[Dataset entries]
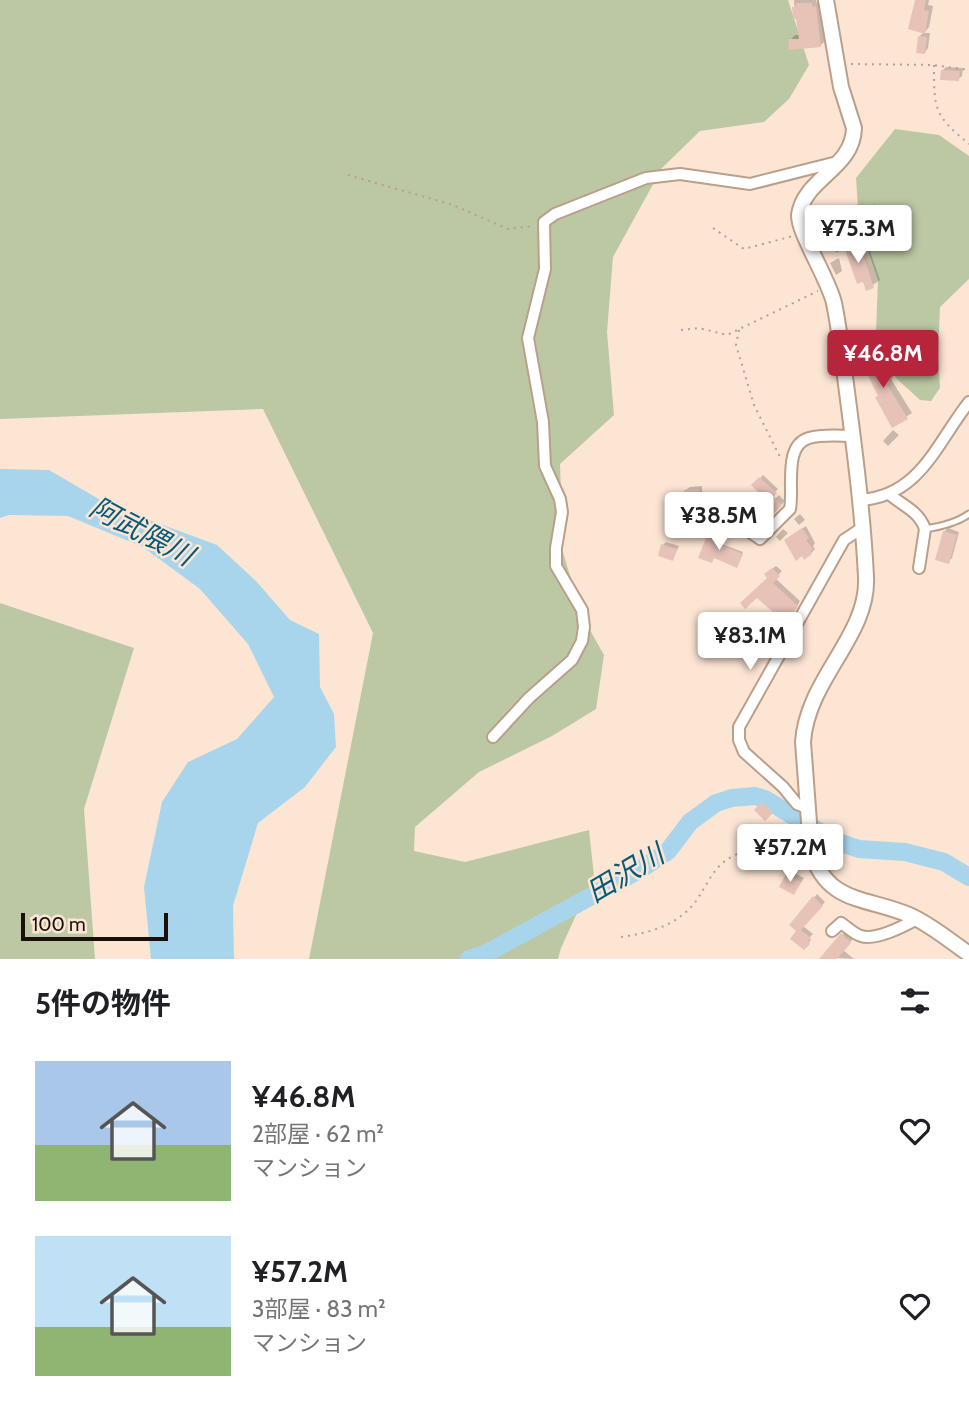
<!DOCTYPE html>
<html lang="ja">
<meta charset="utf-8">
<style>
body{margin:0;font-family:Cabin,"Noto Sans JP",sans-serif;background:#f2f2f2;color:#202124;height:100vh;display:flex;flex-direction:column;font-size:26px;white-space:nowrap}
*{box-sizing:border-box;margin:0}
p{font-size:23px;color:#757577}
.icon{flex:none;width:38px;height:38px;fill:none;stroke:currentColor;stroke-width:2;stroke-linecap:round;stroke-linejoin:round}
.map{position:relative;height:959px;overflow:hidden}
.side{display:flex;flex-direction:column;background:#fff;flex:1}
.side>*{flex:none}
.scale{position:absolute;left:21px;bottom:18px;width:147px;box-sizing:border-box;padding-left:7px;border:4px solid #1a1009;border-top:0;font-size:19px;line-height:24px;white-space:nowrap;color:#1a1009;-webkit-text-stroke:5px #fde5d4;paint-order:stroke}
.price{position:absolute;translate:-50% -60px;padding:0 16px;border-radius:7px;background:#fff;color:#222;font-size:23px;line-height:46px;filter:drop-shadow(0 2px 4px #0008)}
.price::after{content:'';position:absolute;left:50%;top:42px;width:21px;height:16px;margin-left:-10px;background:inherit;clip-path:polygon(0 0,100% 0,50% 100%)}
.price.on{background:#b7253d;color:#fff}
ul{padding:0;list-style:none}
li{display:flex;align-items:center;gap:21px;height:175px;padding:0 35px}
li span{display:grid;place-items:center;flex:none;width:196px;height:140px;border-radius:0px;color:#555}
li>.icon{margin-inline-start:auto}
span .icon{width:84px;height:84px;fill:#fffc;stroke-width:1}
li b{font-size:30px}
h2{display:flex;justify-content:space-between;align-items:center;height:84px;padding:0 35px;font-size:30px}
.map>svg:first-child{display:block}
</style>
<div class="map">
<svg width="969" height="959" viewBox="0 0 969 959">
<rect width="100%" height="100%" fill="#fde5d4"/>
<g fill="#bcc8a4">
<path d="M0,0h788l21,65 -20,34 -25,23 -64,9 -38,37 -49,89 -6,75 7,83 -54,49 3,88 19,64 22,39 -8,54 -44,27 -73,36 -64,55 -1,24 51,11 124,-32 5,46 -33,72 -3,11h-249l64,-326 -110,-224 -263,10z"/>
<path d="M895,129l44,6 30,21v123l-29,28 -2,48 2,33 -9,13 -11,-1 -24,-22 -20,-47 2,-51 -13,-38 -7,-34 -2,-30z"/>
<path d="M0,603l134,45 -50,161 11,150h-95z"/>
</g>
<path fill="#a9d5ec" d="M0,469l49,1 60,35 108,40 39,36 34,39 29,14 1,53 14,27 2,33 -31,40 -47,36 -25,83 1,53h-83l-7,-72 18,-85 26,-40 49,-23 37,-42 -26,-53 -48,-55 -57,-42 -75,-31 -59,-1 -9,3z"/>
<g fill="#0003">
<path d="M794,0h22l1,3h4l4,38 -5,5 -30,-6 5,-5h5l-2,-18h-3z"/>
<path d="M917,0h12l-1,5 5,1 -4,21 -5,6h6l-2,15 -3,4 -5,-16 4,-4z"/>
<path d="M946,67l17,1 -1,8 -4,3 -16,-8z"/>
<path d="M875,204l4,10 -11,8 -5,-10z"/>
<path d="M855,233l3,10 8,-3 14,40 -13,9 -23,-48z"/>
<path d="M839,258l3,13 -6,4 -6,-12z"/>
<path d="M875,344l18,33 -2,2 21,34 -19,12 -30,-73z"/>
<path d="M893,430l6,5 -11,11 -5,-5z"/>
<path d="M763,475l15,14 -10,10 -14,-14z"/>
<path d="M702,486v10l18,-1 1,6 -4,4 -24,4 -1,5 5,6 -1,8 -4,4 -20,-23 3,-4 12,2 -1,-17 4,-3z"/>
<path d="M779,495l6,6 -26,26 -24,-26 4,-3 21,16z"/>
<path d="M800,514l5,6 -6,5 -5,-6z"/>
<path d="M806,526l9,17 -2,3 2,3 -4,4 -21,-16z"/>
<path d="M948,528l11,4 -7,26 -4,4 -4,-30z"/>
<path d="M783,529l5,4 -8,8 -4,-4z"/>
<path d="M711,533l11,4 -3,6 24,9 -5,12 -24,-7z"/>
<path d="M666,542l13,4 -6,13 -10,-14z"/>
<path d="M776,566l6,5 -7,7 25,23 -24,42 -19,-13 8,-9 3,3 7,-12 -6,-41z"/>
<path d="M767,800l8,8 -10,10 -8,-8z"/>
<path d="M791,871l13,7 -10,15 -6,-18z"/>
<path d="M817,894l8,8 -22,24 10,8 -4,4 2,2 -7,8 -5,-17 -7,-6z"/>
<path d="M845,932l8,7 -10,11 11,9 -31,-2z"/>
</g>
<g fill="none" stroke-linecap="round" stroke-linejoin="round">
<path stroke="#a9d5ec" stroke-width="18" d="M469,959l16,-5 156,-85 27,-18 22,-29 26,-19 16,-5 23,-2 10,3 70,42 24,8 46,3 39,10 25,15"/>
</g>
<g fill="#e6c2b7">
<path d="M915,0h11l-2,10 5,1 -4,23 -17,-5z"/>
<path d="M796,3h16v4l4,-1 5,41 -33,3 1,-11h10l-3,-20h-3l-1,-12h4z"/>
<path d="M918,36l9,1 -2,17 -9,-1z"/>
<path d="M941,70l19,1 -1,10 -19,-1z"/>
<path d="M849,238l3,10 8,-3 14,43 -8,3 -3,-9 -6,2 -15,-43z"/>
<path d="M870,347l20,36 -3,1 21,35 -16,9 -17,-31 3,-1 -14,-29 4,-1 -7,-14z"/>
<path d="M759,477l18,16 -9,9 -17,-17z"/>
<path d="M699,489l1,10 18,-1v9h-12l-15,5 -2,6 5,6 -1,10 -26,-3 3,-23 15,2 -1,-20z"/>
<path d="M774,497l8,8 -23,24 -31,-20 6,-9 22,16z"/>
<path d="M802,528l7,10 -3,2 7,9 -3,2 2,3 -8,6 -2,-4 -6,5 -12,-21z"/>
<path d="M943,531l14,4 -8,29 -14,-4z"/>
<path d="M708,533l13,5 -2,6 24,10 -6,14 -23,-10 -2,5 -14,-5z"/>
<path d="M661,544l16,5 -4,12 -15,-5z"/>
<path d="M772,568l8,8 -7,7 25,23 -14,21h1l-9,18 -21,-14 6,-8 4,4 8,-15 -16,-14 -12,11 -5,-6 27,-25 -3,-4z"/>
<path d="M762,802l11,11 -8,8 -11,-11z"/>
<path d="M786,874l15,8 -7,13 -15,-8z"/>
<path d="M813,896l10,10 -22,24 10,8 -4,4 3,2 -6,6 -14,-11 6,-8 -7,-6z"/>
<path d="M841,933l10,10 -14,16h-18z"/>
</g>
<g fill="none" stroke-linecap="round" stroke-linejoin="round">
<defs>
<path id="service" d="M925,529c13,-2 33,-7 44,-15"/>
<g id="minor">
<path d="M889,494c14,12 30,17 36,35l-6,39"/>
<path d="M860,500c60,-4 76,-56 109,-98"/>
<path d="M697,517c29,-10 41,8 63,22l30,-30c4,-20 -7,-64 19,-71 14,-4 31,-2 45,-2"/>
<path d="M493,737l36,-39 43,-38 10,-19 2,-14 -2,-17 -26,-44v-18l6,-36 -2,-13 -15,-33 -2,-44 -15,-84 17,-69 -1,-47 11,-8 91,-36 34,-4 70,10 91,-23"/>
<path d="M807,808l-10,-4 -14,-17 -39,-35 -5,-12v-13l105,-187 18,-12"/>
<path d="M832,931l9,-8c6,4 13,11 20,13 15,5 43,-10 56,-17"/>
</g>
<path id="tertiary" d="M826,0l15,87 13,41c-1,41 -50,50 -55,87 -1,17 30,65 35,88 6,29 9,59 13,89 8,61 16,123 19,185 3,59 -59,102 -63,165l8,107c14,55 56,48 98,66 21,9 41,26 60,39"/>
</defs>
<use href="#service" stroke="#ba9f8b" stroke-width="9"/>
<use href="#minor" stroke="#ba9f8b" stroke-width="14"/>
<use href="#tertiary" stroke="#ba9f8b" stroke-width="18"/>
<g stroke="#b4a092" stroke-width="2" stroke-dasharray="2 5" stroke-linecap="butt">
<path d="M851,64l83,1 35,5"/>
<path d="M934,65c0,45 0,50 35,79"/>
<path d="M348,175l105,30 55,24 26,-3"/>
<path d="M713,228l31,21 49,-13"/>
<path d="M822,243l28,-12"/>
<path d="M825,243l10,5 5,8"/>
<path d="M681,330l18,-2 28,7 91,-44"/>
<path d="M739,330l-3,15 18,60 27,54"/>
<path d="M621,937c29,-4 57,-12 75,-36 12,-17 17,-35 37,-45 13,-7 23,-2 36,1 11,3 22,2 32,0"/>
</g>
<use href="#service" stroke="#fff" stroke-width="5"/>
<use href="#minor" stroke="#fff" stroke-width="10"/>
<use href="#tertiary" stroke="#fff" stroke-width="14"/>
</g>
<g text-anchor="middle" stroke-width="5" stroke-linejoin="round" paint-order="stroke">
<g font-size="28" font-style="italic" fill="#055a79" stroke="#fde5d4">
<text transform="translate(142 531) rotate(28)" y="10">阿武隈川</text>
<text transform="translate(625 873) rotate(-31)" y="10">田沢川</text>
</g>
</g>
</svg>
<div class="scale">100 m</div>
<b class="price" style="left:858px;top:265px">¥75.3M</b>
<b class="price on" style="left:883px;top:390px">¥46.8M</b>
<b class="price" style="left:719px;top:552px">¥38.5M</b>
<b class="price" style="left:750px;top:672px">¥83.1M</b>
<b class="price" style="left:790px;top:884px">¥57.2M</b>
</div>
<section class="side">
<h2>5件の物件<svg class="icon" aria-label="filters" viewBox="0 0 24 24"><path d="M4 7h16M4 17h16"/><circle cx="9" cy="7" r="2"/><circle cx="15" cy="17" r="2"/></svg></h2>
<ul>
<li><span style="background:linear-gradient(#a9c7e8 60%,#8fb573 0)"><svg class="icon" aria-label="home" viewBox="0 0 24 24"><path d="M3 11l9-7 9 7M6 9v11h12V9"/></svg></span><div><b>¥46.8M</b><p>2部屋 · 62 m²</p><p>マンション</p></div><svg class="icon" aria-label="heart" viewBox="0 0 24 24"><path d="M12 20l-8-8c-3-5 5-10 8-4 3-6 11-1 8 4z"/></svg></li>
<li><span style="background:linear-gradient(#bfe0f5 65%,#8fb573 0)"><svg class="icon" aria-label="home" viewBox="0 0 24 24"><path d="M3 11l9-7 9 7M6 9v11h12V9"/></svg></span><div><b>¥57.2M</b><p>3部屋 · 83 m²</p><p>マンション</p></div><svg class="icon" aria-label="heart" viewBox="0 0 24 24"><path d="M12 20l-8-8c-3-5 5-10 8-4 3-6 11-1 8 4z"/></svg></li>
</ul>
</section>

» What this task involves
Search the data for the string "absolute" and say how many lines include it, giving only the number.

» Response below
3